Dataset records: Begin
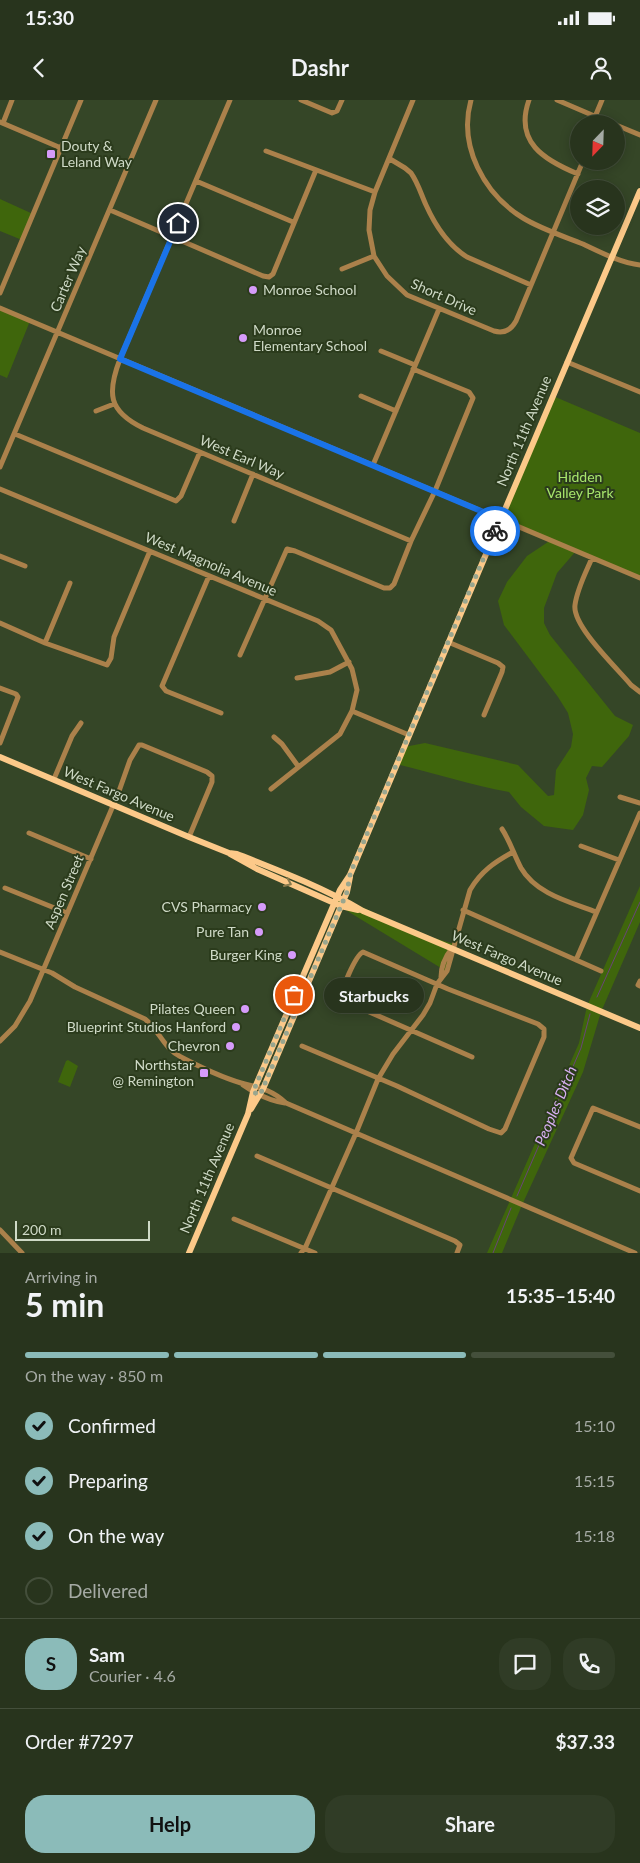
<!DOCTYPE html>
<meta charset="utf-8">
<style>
body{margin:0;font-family:Lato,sans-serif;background:#303c26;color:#f1f3f6;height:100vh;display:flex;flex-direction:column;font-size:19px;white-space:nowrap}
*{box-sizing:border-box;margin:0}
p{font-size:16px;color:#a5aaa4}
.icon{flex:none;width:28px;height:28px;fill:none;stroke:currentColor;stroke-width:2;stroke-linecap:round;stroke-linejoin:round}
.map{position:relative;height:1153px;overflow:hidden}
.sheet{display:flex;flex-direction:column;background:#28341d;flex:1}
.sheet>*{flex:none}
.needle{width:32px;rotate:203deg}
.fabs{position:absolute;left:570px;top:15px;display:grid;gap:10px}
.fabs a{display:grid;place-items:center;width:55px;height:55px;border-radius:50%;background:#28341d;box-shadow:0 2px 12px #0003,0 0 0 1px #444f3b;font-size:25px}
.scale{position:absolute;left:15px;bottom:12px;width:135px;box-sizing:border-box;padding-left:5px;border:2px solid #cfdac7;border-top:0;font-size:14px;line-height:18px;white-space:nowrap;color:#cfdac7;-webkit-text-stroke:4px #2b3b1c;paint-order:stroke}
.pin{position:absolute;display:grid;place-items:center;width:42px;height:42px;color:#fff;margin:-21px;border:2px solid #fff;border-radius:50%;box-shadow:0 1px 5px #0007}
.courier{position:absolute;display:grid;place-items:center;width:50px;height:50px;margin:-25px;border:4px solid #1a73e8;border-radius:50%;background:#fff;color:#222;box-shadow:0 1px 6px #0007}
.bubble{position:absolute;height:35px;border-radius:18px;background:#28341d;box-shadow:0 2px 12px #0003,0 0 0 1px #444f3b;font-size:16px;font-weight:700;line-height:35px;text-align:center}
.headline em{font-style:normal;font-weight:700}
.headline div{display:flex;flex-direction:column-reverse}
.headline{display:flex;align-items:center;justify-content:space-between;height:85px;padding:0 25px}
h1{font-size:32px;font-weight:700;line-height:38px}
.bar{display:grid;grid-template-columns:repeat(4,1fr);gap:8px 5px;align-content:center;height:60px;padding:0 25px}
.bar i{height:6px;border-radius:4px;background:#444f3b}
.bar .on{background:#8bbbb9}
.bar p{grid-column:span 4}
.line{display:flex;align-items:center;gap:12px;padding:0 25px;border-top:1px solid #444f3b}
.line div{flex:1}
.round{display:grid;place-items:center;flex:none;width:52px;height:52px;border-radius:20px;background:#303c26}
ol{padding:0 25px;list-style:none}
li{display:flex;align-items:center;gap:15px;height:55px}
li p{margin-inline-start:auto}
li .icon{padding:5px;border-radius:50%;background:#8bbbb9;color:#111;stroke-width:4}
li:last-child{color:#a5aaa4}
li i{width:28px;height:28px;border:2px solid #444f3b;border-radius:50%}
.cta{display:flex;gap:10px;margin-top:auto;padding:10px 25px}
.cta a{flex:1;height:58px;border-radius:20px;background:#8bbbb9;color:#111;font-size:20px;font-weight:700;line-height:58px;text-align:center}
.cta a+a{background:#303c26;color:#f1f3f6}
.status{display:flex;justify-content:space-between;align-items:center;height:35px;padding:0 25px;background:#28341d;direction:ltr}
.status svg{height:14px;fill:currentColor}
header{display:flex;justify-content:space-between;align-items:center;height:65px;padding:0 25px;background:#28341d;font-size:22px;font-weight:700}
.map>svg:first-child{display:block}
.green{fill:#3f660c}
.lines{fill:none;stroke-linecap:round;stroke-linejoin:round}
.stream{stroke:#6a4479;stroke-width:1}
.minor{stroke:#ab814b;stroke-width:5}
.major{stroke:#fcc989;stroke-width:6}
.oneway{stroke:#897b4d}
.done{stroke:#99a68f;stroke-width:5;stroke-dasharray:0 9}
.route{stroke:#1a73e8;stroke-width:6}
.poi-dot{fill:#d69bfa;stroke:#2b3b1c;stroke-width:2}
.labels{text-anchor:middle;stroke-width:4;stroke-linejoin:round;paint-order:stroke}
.poi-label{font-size:14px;fill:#cfdac7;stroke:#2b3b1c;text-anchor:end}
.street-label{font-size:14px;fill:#cfdac7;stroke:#2b3b1c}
.park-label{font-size:14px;fill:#a7e56c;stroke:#2b3b1c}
.water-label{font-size:15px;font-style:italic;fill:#d8b0f2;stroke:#2b3b1c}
</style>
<div class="status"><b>15:30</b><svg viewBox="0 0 49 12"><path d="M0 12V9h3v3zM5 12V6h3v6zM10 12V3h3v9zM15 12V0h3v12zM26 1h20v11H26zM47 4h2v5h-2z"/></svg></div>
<header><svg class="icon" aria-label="back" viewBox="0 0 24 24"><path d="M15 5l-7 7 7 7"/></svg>Dashr<svg class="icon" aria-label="person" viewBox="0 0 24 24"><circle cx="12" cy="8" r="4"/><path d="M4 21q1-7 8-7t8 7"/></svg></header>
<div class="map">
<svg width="640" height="1153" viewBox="0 0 640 1153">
<rect width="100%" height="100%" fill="#354627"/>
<path class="green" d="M0,99l33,15 -11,26 -22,-9z
M0,208l30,13 -23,57 -7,-3z
M553,296l87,37v145l-64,-27 -19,22 -13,35v15l6,12 65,81 18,9 -4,11 -27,31 -10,-1 -6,12 3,12 -6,25 -10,15 -29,-4 -23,-19 -12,-15c-38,-7 -75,-19 -113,-28l8,-17 21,-4 93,22 30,31 6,-1 2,-25 15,-23 2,-13 -5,-21 -10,-16 -54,-72 -6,-24 9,-19 20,-26 24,-16 -51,-21z
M640,786v36l-39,90 -18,60 -61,133 -20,48h-15l92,-210 8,-37z
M337,796l87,39 30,9 -7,27 -6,6v-9l-107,-65z
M68,960l10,6 -8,21 -12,-5 8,-21z"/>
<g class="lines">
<path class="stream" d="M597,897l43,-95
M517,1096l64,-148 9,-34
M493,1153l18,-45"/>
<path class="minor" d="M230,0l-110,259c-13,34 -12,52 23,69l268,113
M301,0l31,13 5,-2 5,-11
M413,0l-38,92 -5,18 -1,20 5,26 13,20 20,19 87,36c10,3 17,-1 22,-10l67,-160
M471,0c-13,46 13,94 52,118 18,11 40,18 60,26 17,8 38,19 57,21
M529,0c-15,42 15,60 49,74
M557,0l56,24
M0,22l61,26
M3,23l9,-23
M592,24l10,-24
M616,25l24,10
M266,51l109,41
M390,59l15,9 6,5c7,10 10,21 15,32 9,20 22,40 41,52l64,28
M196,81l97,41
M110,110l153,66 6,1 4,-3 43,-104
M342,169l32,-13
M0,193l81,-193
M0,208l640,270
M381,251l34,14
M567,262l73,30
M361,296l35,15
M96,311l18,-7
M15,334l161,67 5,-5 19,-44
M373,365l66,-156
M0,367l156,-367
M0,389l318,132 13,9 21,39 5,21 -5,21 -12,23 -69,55
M234,421l19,-47
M0,456l25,10
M592,458c-6,14 -15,31 -17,47 -3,21 42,63 56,80l9,7
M209,476l-47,110 4,5 55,22
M0,523l45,20 62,22 4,-7 3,-21 36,-86
M448,542l50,21 5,4 -1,5 -18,43
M45,543l25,-60
M240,555l47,-106 8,2 89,37h6l4,-4 17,-43 24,-50 38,-93 -4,-6 -56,-23
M297,578l33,-6 19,-10
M0,588l16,6 2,3 -18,46
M352,611l57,24
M274,637l8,7 16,22
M54,679l18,-43 9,-13
M620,697l20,6
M502,729c8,12 12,26 19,39 15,26 49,34 75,44
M29,733l62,26
M581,746l38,14
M5,788l62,25
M463,810l138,61
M0,852l52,21 23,14 70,32c14,11 19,30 36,38 19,10 40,20 60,26 18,5 30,6 45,20l349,150
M576,860l64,-147
M441,877c0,-12 4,-20 11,-29
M640,881l-2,4 2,1
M0,941l15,-15 15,-25 88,-207 12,-34 9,-15h3l65,27 5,4v6l-23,55
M302,946l95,40 92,43 12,4 4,-4 39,-92v-8l-6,-5 -90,-35 -85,-37c-7,3 -24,40 -21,48l130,57
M243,985c13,9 27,16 42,18
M640,1027l-47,-19 -22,50 3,5 66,28
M257,1056l198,85 5,4 -3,8
M234,1119l81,34
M0,1130l22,23
M301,1153l5,-7 50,-113 22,-54 15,-25 30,-39 7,-12 7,-19 10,-13 23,-81c11,-19 25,-28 43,-38"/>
<path class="major" d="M0,657l189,80 40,16 8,1c43,17 87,34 126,57l277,117
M230,754l27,15 84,37 17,4
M251,1009l12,-20 84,-197 3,-15
M189,1153l59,-139 5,-22 87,-202 10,-15 290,-684"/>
</g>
<defs><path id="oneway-chevron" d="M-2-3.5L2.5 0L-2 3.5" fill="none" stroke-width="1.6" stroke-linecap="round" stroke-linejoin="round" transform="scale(1.25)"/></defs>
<use class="oneway" href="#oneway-chevron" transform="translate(288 783) rotate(24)"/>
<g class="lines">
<path class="done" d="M294,895l-41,97 7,3 87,-203 3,-17 3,-8 142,-336"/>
<path class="route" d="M178,123l-58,136 380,160 -5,12"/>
</g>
<g class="poi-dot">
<rect x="46" y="49" width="10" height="10" rx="2.5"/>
<circle cx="253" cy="190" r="5"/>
<circle cx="243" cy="238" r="5"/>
<circle cx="262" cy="807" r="5"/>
<circle cx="259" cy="832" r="5"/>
<circle cx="292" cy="855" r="5"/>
<circle cx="245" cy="909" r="5"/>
<circle cx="236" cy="927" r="5"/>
<circle cx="230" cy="946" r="5"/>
<rect x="199" y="968" width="10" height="10" rx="2.5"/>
</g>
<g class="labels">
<g class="poi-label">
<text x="61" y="51" text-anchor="start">Douty &amp;<tspan x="61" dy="16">Leland Way</tspan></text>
<text x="263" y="195" text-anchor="start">Monroe School</text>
<text x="253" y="235" text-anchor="start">Monroe<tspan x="253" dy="16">Elementary School</tspan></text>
<text x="252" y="812">CVS Pharmacy</text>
<text x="249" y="837">Pure Tan</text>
<text x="282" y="860">Burger King</text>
<text x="235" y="914">Pilates Queen</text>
<text x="226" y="932">Blueprint Studios Hanford</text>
<text x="220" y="951">Chevron</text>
<text x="194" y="970">Northstar<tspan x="194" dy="16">@ Remington</tspan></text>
</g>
<g class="street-label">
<text transform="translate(68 179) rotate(-67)" y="5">Carter Way</text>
<text transform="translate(444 197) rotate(24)" y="5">Short Drive</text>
<text transform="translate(524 331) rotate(-67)" y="5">North 11th Avenue</text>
<text transform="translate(242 357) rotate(23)" y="5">West Earl Way</text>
<text transform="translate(211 464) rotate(23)" y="5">West Magnolia Avenue</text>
<text transform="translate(119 694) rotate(23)" y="5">West Fargo Avenue</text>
<text transform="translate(64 792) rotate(-67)" y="5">Aspen Street</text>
<text transform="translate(507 858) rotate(23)" y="5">West Fargo Avenue</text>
<text transform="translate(207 1078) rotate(-67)" y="5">North 11th Avenue</text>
</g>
<g class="park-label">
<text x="580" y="382">Hidden<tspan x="580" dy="16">Valley Park</tspan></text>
</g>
<g class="water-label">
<text transform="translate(556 1006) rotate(-67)" y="5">Peoples Ditch</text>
</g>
</g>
</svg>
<div class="fabs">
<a><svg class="needle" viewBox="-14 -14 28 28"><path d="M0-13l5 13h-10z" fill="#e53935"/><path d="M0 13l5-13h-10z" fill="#a5aaa4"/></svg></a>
<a><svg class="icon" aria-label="layers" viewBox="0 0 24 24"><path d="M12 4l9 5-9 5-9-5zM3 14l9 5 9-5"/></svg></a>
</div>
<div class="scale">200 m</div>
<div class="pin" style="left:294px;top:895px;background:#ea580c"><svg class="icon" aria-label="bag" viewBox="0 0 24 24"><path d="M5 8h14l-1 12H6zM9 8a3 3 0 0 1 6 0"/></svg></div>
<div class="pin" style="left:178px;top:123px;background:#1f2937"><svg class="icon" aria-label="home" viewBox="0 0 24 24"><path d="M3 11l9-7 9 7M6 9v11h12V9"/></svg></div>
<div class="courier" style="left:495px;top:431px"><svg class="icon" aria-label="bike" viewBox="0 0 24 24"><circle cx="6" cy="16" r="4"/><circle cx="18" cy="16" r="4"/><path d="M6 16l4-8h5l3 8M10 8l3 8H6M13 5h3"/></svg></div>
<div class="bubble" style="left:324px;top:878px;width:100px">Starbucks</div>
</div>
<section class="sheet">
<div class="headline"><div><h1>5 min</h1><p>Arriving in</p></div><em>15:35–15:40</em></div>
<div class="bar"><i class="on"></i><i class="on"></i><i class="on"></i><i></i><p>On the way · 850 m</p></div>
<ol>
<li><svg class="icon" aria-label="check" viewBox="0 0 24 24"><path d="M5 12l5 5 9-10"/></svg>Confirmed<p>15:10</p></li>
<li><svg class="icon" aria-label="check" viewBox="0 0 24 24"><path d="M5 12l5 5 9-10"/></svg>Preparing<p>15:15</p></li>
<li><svg class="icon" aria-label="check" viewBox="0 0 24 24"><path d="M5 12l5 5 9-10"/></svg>On the way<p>15:18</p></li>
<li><i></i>Delivered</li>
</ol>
<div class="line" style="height:90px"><b class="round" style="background:#8bbbb9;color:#111">S</b><div><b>Sam</b><p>Courier · 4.6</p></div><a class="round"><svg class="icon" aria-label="chat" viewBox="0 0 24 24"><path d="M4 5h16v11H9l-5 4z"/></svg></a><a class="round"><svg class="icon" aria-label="phone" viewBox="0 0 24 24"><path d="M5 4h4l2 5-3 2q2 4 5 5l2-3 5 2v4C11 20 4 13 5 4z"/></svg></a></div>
<div class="line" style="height:65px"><div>Order #7297</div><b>$37.33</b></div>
<div class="cta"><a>Help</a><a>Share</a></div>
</section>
Dataset records: End
• **Brief**: How many lines in the records above contain the word "check"? Reply with the number alone.

• **Response below**: 3